While I welcome the heightened attention of policymakers, including Federal Reserve Chairman Ben S. Bernanke, to our failing health-care system [Business, June 17], I was struck by how few real “prescriptions for change” emerged from the Senate Finance Committee’s health reform “summit” Monday.

All of the reforms mentioned, including what is being offered by Sen. Ron Wyden (D-Ore.), keep the for-profit private insurance industry at the center of our system — and yet that industry is the main problem.

Private insurers profit by enrolling the healthy, screening out the sick and denying claims. They burden us with wasteful administrative costs, including outlandish executive salaries. We simply can’t afford this fragmented, inefficient system anymore.

What’s needed is an orderly transition to national health insurance, the kind of social insurance that most other industrialized nations take for granted. This “single-payer” approach has a track record of delivering better-quality care at lower cost. People end up living longer and are healthier. They go to the doctors of their choice, and everyone, without exception, has access to comprehensive care.
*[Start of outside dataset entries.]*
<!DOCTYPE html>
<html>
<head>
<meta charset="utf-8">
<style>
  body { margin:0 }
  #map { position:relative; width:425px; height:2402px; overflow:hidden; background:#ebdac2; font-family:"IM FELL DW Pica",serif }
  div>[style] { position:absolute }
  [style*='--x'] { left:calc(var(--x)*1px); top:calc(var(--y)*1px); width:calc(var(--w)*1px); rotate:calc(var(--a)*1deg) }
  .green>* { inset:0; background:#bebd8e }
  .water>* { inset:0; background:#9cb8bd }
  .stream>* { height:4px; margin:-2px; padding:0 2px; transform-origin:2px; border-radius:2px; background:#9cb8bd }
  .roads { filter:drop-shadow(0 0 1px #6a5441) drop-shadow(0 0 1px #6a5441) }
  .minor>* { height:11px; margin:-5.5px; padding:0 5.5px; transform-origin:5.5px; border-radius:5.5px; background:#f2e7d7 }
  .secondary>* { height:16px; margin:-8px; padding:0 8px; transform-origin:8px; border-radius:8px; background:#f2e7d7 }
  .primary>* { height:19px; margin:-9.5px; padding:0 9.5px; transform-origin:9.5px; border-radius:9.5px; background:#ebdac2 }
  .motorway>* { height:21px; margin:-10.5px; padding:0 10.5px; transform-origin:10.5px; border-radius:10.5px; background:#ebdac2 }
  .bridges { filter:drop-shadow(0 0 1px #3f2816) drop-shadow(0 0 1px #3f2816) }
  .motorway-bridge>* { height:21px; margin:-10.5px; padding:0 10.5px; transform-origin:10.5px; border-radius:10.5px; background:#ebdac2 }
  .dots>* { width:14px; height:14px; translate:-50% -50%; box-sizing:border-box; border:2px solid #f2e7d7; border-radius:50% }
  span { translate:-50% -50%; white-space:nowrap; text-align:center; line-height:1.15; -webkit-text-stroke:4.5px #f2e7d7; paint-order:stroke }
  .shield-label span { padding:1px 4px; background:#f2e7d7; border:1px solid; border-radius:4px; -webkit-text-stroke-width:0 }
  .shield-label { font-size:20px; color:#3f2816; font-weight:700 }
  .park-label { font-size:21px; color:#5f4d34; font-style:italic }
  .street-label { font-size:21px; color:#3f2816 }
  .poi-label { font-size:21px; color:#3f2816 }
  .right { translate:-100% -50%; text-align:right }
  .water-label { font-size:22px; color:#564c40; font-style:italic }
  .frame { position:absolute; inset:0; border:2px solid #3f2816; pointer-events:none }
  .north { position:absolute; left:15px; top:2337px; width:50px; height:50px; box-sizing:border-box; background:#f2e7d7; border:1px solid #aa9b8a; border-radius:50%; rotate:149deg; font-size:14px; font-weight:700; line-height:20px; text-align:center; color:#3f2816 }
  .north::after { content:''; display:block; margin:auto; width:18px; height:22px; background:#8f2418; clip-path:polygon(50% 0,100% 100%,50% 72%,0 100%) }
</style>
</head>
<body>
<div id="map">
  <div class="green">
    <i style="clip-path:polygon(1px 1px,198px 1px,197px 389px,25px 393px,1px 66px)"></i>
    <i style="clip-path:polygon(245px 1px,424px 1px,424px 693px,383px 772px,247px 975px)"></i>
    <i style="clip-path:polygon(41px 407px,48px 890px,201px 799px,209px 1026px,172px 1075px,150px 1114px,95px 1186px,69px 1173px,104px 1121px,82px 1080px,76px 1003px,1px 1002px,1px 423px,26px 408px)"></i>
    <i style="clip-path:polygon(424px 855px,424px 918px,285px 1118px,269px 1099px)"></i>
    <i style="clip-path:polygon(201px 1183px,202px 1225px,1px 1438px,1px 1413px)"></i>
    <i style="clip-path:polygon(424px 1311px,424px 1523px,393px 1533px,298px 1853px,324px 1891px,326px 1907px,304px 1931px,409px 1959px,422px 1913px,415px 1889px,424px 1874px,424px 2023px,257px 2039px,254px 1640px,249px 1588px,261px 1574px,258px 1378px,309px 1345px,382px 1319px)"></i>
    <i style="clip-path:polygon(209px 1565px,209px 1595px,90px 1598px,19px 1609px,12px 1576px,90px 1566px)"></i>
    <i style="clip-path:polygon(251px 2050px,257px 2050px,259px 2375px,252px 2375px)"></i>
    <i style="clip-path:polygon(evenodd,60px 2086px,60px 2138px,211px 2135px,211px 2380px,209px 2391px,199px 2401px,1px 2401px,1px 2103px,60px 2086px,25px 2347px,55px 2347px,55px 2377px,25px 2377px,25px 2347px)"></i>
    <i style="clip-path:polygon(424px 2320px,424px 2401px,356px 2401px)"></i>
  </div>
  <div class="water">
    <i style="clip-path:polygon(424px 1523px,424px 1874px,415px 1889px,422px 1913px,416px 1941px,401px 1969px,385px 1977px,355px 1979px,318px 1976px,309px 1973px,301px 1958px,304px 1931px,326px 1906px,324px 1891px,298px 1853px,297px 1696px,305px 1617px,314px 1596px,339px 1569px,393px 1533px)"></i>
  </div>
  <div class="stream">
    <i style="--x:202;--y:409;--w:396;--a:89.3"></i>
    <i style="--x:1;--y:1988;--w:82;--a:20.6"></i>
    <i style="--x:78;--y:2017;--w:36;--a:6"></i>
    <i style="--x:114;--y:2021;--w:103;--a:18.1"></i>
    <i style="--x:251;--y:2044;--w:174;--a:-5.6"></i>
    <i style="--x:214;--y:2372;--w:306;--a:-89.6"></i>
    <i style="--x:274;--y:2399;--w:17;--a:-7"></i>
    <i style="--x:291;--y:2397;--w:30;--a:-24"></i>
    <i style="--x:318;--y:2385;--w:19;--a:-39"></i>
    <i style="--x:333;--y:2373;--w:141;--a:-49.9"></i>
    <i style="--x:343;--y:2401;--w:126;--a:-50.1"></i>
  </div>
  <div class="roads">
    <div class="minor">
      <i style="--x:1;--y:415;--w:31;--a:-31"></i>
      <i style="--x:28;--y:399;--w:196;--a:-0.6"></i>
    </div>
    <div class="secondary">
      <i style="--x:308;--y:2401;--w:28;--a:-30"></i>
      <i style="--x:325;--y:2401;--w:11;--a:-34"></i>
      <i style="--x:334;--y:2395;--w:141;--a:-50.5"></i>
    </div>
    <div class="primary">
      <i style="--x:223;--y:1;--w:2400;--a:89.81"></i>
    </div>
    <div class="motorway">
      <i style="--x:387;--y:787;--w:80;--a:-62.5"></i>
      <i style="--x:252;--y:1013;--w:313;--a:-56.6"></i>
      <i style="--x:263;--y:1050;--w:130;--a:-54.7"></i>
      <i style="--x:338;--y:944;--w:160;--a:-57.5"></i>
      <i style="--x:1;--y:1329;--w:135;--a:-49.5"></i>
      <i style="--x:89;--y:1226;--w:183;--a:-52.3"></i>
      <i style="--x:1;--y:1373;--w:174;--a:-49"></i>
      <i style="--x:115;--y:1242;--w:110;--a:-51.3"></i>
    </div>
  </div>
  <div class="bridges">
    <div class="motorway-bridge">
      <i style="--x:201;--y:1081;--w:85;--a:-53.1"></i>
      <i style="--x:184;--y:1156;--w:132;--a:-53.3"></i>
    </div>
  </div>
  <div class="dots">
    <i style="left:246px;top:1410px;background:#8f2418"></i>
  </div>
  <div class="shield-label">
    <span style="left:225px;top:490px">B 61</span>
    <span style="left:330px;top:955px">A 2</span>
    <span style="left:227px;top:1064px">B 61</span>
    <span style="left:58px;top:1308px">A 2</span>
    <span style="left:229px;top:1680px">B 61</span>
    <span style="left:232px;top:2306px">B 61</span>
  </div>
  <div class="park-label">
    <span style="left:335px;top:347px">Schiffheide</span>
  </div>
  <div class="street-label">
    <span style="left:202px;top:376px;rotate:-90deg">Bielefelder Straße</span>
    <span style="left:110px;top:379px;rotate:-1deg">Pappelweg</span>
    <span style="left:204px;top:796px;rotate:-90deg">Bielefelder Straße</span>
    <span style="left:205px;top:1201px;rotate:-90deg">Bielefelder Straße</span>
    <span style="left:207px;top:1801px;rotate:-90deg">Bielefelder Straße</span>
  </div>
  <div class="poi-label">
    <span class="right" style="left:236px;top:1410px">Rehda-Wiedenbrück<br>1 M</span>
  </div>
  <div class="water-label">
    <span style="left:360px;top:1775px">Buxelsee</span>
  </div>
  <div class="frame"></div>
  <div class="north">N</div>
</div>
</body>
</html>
We need to get at the root of the problem and not be afraid to challenge the status quo.

Harvey Fernbach
College Park
The writer is a member of Physicians for a National Health Program.

Comment:

By Don McCanne, MD

The politicians in Washington are not in sync with the health care needs of the nation, but are tuned in to the concerns that the private insurance industry has about its own role in the future of health care financing. They seem to believe that all we need is more of the same: unaffordable private health plans that often fail to prevent financial hardship for those with significant health care needs. They are paralyzed by the meme that replacing our current system of financing health care with a system that would actually work is “not politically feasible.”

The politicians need to listen to the message of the protesters at the meeting of America’s Health Insurance Plans (AHIP) in San Francisco today (and in other cities throughout the nation).

People don’t want crummy, unaffordable private health plans. They want health care. Washington needs to listen to our meme: HEALTH CARE FOR ALL! SINGLE PAYER NATIONAL HEALTH INSURANCE!